## Extracted records
┌────────
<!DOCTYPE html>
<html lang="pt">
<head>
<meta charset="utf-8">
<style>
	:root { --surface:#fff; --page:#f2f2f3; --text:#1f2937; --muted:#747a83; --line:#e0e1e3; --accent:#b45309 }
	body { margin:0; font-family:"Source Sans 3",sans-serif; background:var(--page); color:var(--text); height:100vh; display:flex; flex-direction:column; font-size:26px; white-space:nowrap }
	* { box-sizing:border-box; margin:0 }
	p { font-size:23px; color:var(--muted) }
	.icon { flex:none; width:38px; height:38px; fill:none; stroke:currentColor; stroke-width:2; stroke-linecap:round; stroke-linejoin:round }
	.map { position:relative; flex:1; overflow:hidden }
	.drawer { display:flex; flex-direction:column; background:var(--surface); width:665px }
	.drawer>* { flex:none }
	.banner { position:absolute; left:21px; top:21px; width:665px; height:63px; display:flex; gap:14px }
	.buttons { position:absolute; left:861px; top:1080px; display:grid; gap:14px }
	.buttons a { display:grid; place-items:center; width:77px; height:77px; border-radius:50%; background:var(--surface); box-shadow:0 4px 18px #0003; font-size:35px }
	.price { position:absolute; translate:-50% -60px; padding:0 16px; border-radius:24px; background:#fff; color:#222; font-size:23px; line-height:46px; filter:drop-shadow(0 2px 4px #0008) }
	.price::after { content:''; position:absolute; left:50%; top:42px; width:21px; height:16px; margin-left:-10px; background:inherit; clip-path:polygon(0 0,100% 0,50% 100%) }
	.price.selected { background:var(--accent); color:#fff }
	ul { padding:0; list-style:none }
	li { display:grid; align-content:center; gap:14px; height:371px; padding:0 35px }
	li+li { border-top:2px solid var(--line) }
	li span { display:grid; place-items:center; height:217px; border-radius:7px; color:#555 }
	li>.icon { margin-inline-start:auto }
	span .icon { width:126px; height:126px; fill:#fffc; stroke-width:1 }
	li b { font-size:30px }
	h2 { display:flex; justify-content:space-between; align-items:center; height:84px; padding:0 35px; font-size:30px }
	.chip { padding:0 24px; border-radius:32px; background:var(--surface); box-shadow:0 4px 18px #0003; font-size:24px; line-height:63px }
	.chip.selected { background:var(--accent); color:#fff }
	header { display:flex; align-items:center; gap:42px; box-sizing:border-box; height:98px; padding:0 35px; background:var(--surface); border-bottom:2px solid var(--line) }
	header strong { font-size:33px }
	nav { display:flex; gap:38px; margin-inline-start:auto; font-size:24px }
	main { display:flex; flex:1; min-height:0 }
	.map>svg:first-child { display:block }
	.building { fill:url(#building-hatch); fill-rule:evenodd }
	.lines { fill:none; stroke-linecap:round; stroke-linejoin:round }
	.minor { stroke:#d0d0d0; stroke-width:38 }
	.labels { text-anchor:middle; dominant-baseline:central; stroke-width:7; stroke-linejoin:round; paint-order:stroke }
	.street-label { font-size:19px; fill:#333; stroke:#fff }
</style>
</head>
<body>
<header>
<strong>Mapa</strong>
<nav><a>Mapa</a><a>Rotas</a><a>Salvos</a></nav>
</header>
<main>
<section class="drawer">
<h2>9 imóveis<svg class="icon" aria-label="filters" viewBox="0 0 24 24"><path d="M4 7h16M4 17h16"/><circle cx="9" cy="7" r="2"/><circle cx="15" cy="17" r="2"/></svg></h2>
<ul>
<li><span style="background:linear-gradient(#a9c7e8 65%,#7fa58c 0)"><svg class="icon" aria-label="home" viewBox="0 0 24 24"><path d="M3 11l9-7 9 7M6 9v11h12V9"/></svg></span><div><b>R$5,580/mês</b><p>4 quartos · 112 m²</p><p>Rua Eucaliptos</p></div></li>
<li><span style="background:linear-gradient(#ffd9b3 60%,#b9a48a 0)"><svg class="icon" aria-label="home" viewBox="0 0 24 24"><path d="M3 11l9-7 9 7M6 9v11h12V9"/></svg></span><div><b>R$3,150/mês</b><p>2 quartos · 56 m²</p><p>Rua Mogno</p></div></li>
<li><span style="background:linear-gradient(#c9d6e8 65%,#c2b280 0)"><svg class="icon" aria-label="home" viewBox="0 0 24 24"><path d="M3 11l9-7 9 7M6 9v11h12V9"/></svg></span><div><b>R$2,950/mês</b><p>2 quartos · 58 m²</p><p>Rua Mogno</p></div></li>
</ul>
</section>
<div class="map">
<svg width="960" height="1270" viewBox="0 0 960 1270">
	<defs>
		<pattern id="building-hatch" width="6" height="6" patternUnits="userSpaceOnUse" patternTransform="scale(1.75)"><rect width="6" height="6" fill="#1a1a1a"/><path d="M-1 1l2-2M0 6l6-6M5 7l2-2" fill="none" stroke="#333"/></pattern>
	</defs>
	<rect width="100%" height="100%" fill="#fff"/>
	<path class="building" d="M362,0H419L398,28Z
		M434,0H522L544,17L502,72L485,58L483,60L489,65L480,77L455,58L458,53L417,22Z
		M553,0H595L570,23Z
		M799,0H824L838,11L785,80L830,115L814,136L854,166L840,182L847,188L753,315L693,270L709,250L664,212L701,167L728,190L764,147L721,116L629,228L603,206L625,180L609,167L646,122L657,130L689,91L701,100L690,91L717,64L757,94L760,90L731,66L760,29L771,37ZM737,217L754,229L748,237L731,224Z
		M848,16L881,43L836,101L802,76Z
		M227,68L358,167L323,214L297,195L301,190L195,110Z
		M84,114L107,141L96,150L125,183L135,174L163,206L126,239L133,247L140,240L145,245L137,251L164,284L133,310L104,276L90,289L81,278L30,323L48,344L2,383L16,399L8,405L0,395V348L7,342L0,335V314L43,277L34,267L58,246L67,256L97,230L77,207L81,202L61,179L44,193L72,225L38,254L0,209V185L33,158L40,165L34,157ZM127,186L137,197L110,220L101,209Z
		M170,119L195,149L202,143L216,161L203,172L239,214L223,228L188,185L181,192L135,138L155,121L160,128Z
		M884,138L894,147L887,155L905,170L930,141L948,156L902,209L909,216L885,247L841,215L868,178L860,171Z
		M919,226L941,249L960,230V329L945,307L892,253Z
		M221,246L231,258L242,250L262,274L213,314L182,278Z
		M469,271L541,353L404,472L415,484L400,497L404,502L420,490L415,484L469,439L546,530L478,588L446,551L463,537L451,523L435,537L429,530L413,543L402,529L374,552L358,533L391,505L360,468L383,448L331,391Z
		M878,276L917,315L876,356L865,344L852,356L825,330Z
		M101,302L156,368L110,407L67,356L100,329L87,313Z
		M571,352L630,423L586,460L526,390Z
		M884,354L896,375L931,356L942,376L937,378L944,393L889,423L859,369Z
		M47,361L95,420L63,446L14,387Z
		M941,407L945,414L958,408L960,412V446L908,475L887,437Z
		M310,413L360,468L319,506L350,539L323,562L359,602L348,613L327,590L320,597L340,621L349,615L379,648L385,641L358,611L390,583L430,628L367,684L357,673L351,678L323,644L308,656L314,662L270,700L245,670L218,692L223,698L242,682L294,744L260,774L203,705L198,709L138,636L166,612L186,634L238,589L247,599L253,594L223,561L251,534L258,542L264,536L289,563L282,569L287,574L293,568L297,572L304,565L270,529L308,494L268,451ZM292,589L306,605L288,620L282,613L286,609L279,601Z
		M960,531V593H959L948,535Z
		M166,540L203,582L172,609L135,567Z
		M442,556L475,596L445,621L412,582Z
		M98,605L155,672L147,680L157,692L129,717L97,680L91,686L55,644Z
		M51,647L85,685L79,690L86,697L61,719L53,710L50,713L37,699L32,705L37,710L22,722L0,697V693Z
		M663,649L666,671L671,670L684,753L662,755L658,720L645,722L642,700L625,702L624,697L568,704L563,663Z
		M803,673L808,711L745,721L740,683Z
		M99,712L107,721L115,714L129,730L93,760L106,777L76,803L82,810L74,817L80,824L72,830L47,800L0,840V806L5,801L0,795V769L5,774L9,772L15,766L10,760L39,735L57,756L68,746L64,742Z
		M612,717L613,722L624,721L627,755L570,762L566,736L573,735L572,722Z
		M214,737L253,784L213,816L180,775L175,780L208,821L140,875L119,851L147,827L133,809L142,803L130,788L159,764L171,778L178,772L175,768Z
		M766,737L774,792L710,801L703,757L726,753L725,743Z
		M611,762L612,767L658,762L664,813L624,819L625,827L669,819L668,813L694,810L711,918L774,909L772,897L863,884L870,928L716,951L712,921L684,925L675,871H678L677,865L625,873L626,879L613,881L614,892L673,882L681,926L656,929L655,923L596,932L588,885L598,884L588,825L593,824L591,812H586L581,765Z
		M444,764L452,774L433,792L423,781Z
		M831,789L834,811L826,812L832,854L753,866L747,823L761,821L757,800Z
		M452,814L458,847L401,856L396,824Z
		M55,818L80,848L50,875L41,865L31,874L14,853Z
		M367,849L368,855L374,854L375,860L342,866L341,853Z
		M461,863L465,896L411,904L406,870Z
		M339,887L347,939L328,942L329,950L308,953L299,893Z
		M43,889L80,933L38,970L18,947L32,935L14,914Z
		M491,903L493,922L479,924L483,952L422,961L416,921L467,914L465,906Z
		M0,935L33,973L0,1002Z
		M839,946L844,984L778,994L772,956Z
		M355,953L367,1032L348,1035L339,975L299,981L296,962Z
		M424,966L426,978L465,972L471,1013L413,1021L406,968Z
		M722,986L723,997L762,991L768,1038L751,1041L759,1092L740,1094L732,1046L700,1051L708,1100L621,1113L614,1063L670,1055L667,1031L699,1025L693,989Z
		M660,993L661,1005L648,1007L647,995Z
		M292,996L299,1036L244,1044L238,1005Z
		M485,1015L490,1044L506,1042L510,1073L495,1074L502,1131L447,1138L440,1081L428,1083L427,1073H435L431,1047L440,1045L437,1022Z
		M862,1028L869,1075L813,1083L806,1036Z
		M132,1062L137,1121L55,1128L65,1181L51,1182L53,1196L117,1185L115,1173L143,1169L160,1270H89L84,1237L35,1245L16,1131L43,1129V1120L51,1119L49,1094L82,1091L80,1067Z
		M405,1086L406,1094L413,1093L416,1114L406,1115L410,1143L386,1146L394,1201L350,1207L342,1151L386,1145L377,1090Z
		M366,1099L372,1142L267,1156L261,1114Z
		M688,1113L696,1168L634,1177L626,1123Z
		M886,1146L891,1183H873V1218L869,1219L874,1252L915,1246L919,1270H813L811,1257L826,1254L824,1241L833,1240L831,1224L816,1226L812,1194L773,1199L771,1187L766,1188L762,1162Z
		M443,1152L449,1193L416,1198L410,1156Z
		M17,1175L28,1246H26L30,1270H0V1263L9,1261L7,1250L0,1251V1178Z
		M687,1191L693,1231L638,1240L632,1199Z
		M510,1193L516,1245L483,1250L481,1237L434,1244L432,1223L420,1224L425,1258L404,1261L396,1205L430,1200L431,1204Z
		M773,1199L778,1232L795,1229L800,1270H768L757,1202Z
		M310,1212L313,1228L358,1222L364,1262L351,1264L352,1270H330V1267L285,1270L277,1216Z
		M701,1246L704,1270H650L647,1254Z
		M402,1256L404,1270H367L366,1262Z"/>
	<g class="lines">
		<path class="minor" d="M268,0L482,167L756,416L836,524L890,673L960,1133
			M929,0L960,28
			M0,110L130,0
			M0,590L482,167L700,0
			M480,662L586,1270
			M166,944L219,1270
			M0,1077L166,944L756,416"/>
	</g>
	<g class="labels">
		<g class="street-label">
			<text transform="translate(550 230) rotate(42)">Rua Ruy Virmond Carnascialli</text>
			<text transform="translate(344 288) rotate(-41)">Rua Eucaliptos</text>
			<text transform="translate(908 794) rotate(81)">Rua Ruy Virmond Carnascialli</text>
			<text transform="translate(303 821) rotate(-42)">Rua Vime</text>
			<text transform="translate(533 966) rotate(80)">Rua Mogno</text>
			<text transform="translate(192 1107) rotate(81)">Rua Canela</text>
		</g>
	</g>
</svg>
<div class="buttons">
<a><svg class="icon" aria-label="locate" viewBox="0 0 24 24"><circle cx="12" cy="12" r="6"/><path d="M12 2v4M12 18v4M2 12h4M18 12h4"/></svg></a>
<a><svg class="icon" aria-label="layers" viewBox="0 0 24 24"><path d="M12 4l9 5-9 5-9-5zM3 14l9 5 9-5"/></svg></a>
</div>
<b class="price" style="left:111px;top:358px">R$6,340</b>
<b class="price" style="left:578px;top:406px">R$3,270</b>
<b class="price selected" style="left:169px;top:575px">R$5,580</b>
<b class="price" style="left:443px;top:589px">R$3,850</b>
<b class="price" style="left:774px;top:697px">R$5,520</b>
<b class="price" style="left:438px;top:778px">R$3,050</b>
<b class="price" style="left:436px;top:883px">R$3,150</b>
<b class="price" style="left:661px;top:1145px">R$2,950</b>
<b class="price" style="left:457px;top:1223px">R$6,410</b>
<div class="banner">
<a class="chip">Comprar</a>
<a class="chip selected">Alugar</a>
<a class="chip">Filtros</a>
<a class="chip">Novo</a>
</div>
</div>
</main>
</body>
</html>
└────────
## TASK REQUIREMENTS
Could you repeat exactly the lines above from the line with "display:flex; align-items:center; gap:42px;" up to and including the line with "112 m²</p><p>Rua Eucaliptos</p></div></li>", and only those?

## PROBLEM SOLUTION
	header { display:flex; align-items:center; gap:42px; box-sizing:border-box; height:98px; padding:0 35px; background:var(--surface); border-bottom:2px solid var(--line) }
	header strong { font-size:33px }
	nav { display:flex; gap:38px; margin-inline-start:auto; font-size:24px }
	main { display:flex; flex:1; min-height:0 }
	.map>svg:first-child { display:block }
	.building { fill:url(#building-hatch); fill-rule:evenodd }
	.lines { fill:none; stroke-linecap:round; stroke-linejoin:round }
	.minor { stroke:#d0d0d0; stroke-width:38 }
	.labels { text-anchor:middle; dominant-baseline:central; stroke-width:7; stroke-linejoin:round; paint-order:stroke }
	.street-label { font-size:19px; fill:#333; stroke:#fff }
</style>
</head>
<body>
<header>
<strong>Mapa</strong>
<nav><a>Mapa</a><a>Rotas</a><a>Salvos</a></nav>
</header>
<main>
<section class="drawer">
<h2>9 imóveis<svg class="icon" aria-label="filters" viewBox="0 0 24 24"><path d="M4 7h16M4 17h16"/><circle cx="9" cy="7" r="2"/><circle cx="15" cy="17" r="2"/></svg></h2>
<ul>
<li><span style="background:linear-gradient(#a9c7e8 65%,#7fa58c 0)"><svg class="icon" aria-label="home" viewBox="0 0 24 24"><path d="M3 11l9-7 9 7M6 9v11h12V9"/></svg></span><div><b>R$5,580/mês</b><p>4 quartos · 112 m²</p><p>Rua Eucaliptos</p></div></li>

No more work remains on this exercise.